== TASK BRIEF ==
From the entries below, give the number of lines where the word "html" occurs, and nothing else.

INPUT RECORDS: Begin

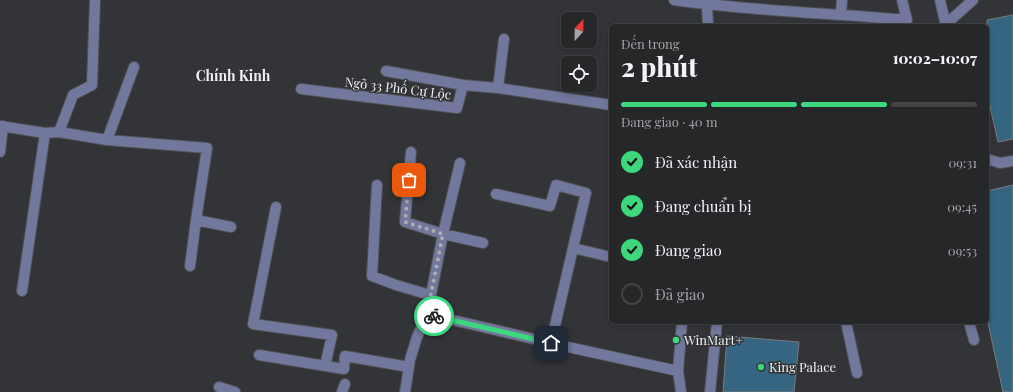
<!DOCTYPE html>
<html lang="vi">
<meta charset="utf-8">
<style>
:root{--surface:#262729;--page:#2e2f31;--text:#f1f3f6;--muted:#a4a5a8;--line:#424446;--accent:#3dd77e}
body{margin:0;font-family:"Playfair Display",serif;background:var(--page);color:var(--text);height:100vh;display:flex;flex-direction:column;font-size:15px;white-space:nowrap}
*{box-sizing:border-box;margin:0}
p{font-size:13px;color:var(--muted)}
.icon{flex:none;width:22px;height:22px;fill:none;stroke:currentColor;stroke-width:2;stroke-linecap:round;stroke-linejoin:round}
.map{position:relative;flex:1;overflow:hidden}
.drawer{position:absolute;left:609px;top:24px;width:380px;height:300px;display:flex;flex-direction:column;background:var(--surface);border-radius:6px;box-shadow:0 2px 6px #0003,0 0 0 1px var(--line)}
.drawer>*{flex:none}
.needle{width:26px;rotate:22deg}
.fabs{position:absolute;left:561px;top:12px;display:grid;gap:8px}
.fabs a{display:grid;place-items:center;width:36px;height:36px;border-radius:6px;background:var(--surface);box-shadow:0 2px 6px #0003,0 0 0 1px var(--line);font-size:20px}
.pin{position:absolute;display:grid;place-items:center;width:34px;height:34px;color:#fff;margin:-17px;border-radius:8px;box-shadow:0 2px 6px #0006}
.courier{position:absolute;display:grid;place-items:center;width:40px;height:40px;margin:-20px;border:3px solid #3dd77e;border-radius:50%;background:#fff;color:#222;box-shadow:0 1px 5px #0007}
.head em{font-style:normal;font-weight:800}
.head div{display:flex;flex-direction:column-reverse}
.head{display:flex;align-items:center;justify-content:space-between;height:68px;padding:0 12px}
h1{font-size:26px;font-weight:800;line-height:30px}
.bar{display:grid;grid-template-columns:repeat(4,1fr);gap:6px 4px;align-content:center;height:48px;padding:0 12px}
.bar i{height:5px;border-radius:3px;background:var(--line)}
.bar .selected{background:var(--accent)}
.bar p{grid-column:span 4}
ol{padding:0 12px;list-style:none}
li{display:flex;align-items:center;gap:12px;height:44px}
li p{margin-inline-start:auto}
li .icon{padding:4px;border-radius:50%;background:var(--accent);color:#111;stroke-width:4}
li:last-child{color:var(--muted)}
li i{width:22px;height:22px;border:2px solid var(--line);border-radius:50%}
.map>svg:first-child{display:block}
</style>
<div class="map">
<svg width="1013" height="392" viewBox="0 0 1013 392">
<rect width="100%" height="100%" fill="#333437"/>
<!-- building -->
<path fill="#356581" stroke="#797c7e" d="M1013 15V139L998 142 987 93V20Z
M1013 185V392H1003L987 318V191Z
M727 336 799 342 794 392H723Z"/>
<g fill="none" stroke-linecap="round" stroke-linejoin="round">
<!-- minor casing -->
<g stroke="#515255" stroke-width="12">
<path id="minor" d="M674 0C751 11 829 13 907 20L902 0
M940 0 946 26
M707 5 708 26
M841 14 842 0
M945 25 973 0
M386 71 463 85
M498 88 504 39
M301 89 457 108 463 85 498 88 611 105
M0 126 45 133 59 132 107 140 207 148 196 220 231 227
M59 132 73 95 92 85 95 0
M107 140 134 67
M0 152 3 126
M411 152 405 222 443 234 483 243
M987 159 1000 163 1013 161
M377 185 372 276 396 285 430 295
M496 194 550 206 556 185 586 193 573 248
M276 207 253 324 332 335 325 366
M190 266 196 220
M22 291 45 133
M427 314 551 343 573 248 611 257
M846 322 857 373
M969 322 974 340
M556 335 554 344 678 371
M259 355 344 369 345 356 409 367
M219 387 235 392
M342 392 345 384
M405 392 410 360 417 337 427 315 443 234 460 163
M681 392 678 371 682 322
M710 392 717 322"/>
</g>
<!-- minor -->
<use href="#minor" stroke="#72789d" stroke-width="10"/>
</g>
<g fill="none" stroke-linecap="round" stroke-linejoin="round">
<!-- done -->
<path stroke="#adaeaf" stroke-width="4" stroke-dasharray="0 7.2" d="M409 180 405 222 443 234 427 314 434 316"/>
<!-- route -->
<path stroke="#3dd77e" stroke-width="5" d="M434 316 551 343"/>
</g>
<!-- markers -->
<g fill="#3dd77e" stroke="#333437" stroke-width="1.5">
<circle cx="676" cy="340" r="4"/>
<circle cx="761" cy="367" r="4"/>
</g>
<g text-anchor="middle" stroke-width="3" stroke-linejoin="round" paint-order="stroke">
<!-- street labels -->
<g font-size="13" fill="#eeeff0" stroke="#333437">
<text transform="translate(398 88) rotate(7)" y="5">Ngõ 33 Phố Cự Lộc</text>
</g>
<!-- poi labels -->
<g font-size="13" fill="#eeeff0" stroke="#333437" text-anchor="start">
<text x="684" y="345">WinMart+</text>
<text x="769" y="372">King Palace</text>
</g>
<!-- neighbourhood labels -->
<g font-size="14" font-weight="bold" fill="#eeeff0" stroke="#333437">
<text x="233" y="81">Chính Kinh</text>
</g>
</g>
</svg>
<div class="fabs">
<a><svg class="needle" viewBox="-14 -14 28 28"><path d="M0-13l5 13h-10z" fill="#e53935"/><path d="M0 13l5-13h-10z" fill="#a4a5a8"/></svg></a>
<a><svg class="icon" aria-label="locate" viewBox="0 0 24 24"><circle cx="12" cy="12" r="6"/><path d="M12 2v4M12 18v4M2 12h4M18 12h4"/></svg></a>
</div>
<div class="pin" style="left:409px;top:180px;background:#ea580c"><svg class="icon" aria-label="bag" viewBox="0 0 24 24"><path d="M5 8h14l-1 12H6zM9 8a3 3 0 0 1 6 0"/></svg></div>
<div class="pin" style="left:551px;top:343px;background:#1f2937"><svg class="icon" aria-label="home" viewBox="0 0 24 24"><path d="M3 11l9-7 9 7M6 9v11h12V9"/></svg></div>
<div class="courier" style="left:434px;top:316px"><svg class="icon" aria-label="bike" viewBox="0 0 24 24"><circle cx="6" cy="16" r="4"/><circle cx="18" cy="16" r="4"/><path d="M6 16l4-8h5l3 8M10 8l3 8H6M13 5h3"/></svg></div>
<section class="drawer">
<div class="head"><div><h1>2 phút</h1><p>Đến trong</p></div><em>10:02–10:07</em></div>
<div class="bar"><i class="selected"></i><i class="selected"></i><i class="selected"></i><i></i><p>Đang giao · 40 m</p></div>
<ol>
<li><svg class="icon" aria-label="check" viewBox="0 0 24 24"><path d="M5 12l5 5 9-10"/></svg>Đã xác nhận<p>09:31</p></li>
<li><svg class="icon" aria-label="check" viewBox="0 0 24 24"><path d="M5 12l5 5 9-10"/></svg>Đang chuẩn bị<p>09:45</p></li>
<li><svg class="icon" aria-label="check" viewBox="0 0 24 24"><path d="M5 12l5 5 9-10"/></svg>Đang giao<p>09:53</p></li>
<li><i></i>Đã giao</li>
</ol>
</section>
</div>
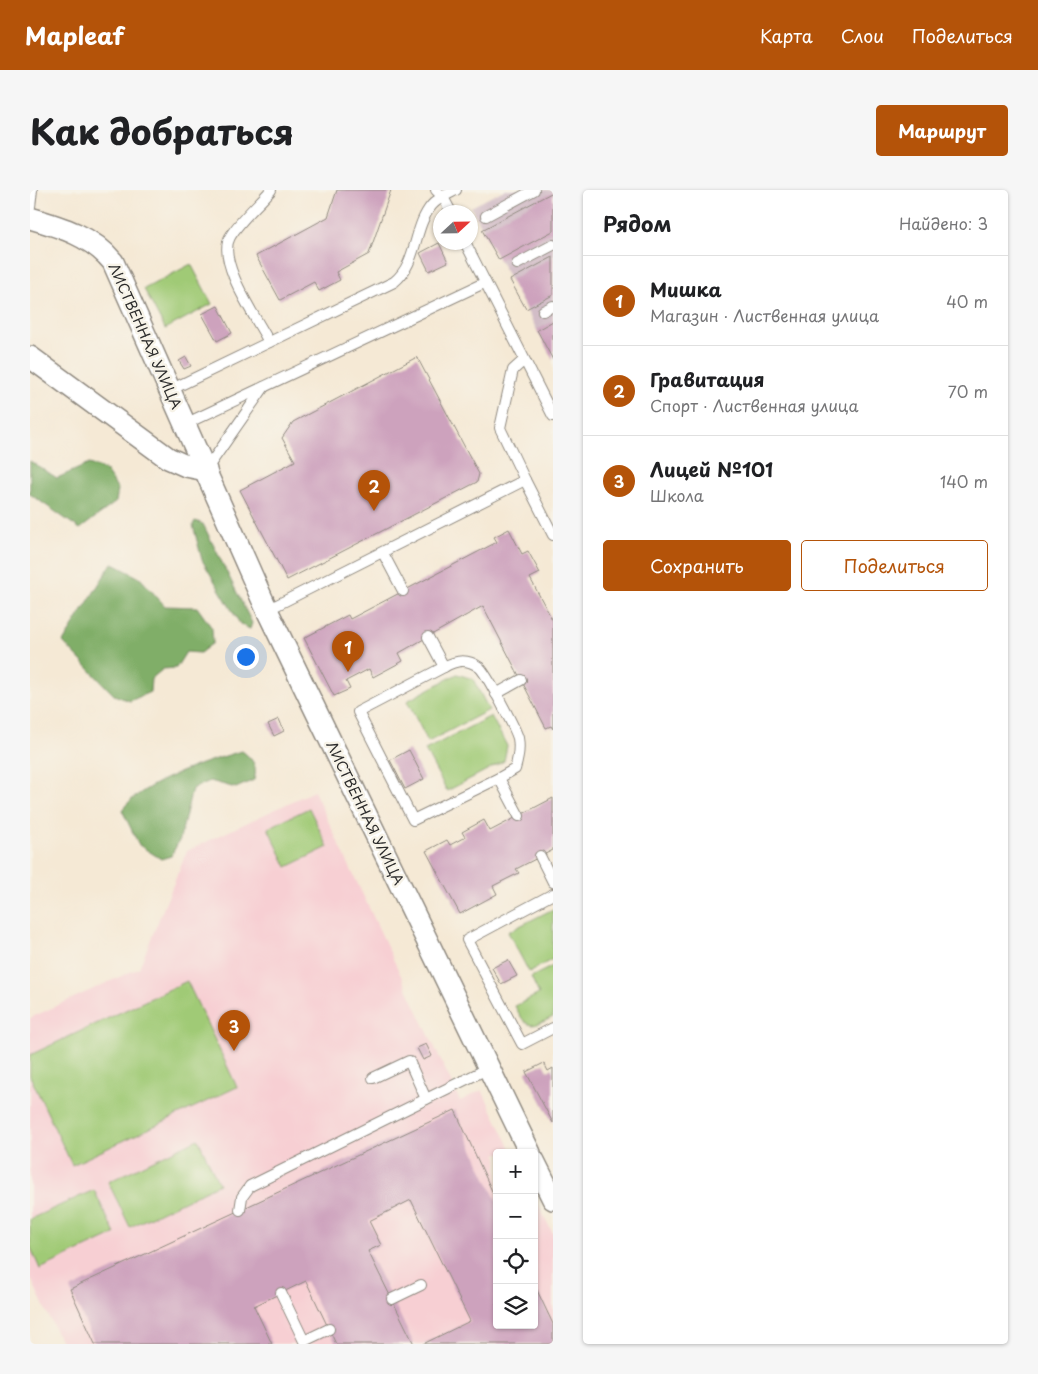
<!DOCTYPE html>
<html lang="ru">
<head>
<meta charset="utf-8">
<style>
	body { margin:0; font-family:"Playpen Sans",sans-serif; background:#f6f6f6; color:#202124 }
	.controls { position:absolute; right:15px; bottom:15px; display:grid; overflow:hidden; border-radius:5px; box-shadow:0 1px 4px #0004 }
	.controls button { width:45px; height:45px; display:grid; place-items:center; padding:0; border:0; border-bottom:1px solid #e0e0e0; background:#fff; color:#202124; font:25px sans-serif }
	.compass { position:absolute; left:403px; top:15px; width:45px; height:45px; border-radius:50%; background:#fff; box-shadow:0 1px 4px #0004; rotate:68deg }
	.you { position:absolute; left:215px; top:466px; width:18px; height:18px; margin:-12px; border:4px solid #fff; border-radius:50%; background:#1a73e8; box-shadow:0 0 0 8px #1a73e833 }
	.badge { display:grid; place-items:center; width:32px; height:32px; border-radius:50%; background:#b45309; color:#fff; font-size:16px; font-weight:700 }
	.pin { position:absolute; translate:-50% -41px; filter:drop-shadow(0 1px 2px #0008) }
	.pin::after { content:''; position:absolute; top:26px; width:18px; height:15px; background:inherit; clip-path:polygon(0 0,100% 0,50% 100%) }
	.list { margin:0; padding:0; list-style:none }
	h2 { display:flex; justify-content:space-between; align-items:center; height:65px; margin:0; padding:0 20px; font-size:21px }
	h2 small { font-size:16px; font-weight:400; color:#757577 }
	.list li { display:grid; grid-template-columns:32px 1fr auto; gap:15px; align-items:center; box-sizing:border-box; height:90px; padding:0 20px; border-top:1px solid #e0e0e0 }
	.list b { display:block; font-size:19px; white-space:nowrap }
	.list p { margin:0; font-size:16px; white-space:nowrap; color:#757577 }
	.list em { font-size:16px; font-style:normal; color:#757577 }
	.actions { display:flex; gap:10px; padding:15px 20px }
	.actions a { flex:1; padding:11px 0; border:1px solid #b45309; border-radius:5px; text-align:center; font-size:18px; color:#b45309 }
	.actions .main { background:#b45309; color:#fff }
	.icon { flex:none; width:28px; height:28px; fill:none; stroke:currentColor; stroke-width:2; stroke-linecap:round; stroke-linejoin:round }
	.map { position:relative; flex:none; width:523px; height:1154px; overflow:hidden; border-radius:5px }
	header { display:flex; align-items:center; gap:30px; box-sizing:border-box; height:70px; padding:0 25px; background:#b45309; color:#fff }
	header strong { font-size:24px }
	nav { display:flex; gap:28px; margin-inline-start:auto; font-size:18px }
	.intro { display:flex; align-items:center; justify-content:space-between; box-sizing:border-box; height:120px; padding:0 30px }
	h1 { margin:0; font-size:35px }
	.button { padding:12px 22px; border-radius:5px; background:#b45309; color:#fff; font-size:18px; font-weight:700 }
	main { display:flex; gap:30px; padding:0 30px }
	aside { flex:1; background:#fff; border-radius:5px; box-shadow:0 1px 4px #0004 }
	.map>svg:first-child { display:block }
</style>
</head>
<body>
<header>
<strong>Mapleaf</strong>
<nav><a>Карта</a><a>Слои</a><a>Поделиться</a></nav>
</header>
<div class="intro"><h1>Как добраться</h1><a class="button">Маршрут</a></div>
<main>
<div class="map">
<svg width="523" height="1154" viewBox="0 0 523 1154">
	<rect width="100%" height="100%" fill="#f7f3e8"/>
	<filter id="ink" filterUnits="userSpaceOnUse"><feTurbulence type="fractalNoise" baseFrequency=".02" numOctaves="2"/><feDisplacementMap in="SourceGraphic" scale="10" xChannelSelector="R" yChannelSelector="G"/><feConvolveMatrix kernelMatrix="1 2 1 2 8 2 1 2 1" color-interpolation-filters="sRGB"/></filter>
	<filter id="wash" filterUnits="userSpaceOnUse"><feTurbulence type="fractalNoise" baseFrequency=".0096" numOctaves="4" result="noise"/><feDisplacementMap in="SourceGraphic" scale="20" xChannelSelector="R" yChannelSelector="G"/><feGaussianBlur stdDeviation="1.12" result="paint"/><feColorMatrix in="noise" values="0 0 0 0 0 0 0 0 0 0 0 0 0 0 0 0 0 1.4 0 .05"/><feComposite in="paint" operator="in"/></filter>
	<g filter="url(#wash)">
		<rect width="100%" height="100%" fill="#f5e9d5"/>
		<polygon fill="#f7cfd3" points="284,601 430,911 452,900 483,963 467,963 467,1135 504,1135 504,1006 523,1044 523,1154 32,1154 0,1087 0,828 109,778 157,661"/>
		<polygon fill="#d2bdc7" points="474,0 523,0 523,170 441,17"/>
		<g fill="#a0ca76" stroke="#667a50">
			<polygon points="161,74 182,114 135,139 114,99"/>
			<polygon points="427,484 443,489 459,520 398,552 377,511"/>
			<polygon points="461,526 477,556 474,571 417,601 395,560"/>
			<polygon points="279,618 298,657 257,677 238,638"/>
			<polygon points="523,719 523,769 499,782 478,742"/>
			<path d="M523 776V827C501 838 497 840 485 816L509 804 501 787Z"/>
			<polygon points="157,791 207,897 42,975 0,886 0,865"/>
			<polygon points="168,949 189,994 100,1037 78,992"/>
			<polygon points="64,1000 85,1044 10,1079 0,1056 0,1029"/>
		</g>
		<g fill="#80ae67" stroke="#566c49">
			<polygon points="0,271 27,288 59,274 75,280 88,299 86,312 50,339 0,304"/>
			<polygon points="165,331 173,334 222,433 220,439 210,434 172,370 163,335"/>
			<polygon points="82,373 110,388 135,416 167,417 182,438 183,453 170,463 156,462 146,478 133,479 121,489 120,502 100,511 84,505 33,452"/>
			<path d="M212 561C223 569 228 576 224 590L206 598 180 591 162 599 150 649 141 666 131 669 109 655 92 620C110 593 180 570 212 561Z"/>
		</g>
		<g id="blocks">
			<g fill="#cda2bd">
				<polygon points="307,0 361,0 339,64 306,82 310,90 289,101 284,92 250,110 226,66 298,27"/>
				<polygon points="523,2 523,41 469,70 452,40"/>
				<polygon points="409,53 418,72 399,81 390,63"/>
				<polygon points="523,67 523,105 496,119 480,90"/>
				<polygon points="188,116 202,143 187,151 172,124"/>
				<polygon points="523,131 523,170 507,140"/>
				<polygon points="156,167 161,176 154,179 149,171"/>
				<polygon points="387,167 449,284 447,292 257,390 210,300 265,271 252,248 263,232"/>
				<polygon points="479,339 492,364 498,361 510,383 500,388 523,431 523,539 521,536 516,538 453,416 369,463 373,471 343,487 339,479 316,491 320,499 304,506 274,448 318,425 320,429 467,352 464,347"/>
				<polygon points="249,529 254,541 244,546 238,534"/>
				<polygon points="379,560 394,589 375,599 360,570"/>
				<polygon points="523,608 523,660 486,679 489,683 463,696 467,704 430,724 396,661 417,650 420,655 435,647 432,642 454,630 460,641"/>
				<polygon points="478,770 487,786 471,794 462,778"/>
				<polygon points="396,854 402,866 393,870 387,858"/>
				<polygon points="514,873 518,881 523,878 523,933 496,882"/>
				<polygon points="425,920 467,1012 467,1135 504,1135 504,1094 523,1134 523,1154 393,1154 440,1131 381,1010 339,1031 351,1055 338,1061 384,1154 306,1154 276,1091 224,1116 242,1154 65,1154 40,1099"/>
			</g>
		</g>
	</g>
	<g filter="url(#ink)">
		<use href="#blocks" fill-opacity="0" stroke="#908a80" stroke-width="1"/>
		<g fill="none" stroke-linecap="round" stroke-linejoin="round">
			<g stroke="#908a80" stroke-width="12">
				<g id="service">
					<polyline points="406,0 413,7 421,22"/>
					<polyline points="0,17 2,0"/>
					<polyline points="456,26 504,0"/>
					<polyline points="435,52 523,226"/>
					<polyline points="487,74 523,55"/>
					<polyline points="513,121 523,116"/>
					<path d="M239 152C227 129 186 71 200 47 210 30 228 15 241 0"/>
					<path d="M140 200 364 92C388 73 383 37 402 15 408 8 418 4 426 0"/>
					<polyline points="155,234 454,93"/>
					<polyline points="176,280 234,197"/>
					<polyline points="495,290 523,345"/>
					<polyline points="353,363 373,401"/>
					<polyline points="237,420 495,290 470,238 483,180 493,171"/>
					<path d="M398 447 414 477C426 470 437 468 449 477 456 482 485 538 488 548 490 559 488 569 485 579L469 588 489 626"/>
					<polyline points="414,477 328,522 383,630 469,588"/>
					<polyline points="466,504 491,490"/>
					<polyline points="510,666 523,692"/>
					<polyline points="523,704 437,750 492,854 523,838"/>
					<polyline points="343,888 379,871 396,909"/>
					<polyline points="210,1020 212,1007 220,996 459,878"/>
					<polyline points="251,1103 274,1151 299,1139"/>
					<polyline points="362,1109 391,1095"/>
				</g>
			</g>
			<g stroke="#908a80" stroke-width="24">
				<g id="minor">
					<path d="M0 28C31 37 62 46 83 72L237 420 500 963"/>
					<polyline points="0,167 138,268 156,276 176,280"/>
					<polyline points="504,971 523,1009"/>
				</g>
			</g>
			<use href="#service" stroke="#fff" stroke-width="10"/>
			<use href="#minor" stroke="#fff" stroke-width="21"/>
		</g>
	</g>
	<g text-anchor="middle" stroke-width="5" stroke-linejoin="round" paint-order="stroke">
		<g font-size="14" fill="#2b2b2b" stroke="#f7f3e8">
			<text transform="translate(115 146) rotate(66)" y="5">ЛИСТВЕННАЯ УЛИЦА</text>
			<text transform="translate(335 623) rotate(64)" y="5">ЛИСТВЕННАЯ УЛИЦА</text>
		</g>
	</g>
</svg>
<div class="controls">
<button>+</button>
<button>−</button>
<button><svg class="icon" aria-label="locate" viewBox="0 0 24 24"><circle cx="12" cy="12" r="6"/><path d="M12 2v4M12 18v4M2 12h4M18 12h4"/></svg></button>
<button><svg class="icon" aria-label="layers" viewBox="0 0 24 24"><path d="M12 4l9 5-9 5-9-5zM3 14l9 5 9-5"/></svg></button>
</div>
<svg class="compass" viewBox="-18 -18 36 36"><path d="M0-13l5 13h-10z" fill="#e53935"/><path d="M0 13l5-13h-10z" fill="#757577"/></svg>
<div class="you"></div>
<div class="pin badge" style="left:318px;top:482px">1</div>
<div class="pin badge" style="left:344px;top:321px">2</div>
<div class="pin badge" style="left:204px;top:861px">3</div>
</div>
<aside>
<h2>Рядом<small>Найдено: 3</small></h2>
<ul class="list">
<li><span class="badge">1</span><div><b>Мишка</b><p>Магазин · Лиственная улица</p></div><em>40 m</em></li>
<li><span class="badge">2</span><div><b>Гравитация</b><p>Спорт · Лиственная улица</p></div><em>70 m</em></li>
<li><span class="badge">3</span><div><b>Лицей №101</b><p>Школа</p></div><em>140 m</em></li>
</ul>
<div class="actions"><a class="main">Сохранить</a><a>Поделиться</a></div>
</aside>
</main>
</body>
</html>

INPUT RECORDS: End

== RESULT BELOW ==
5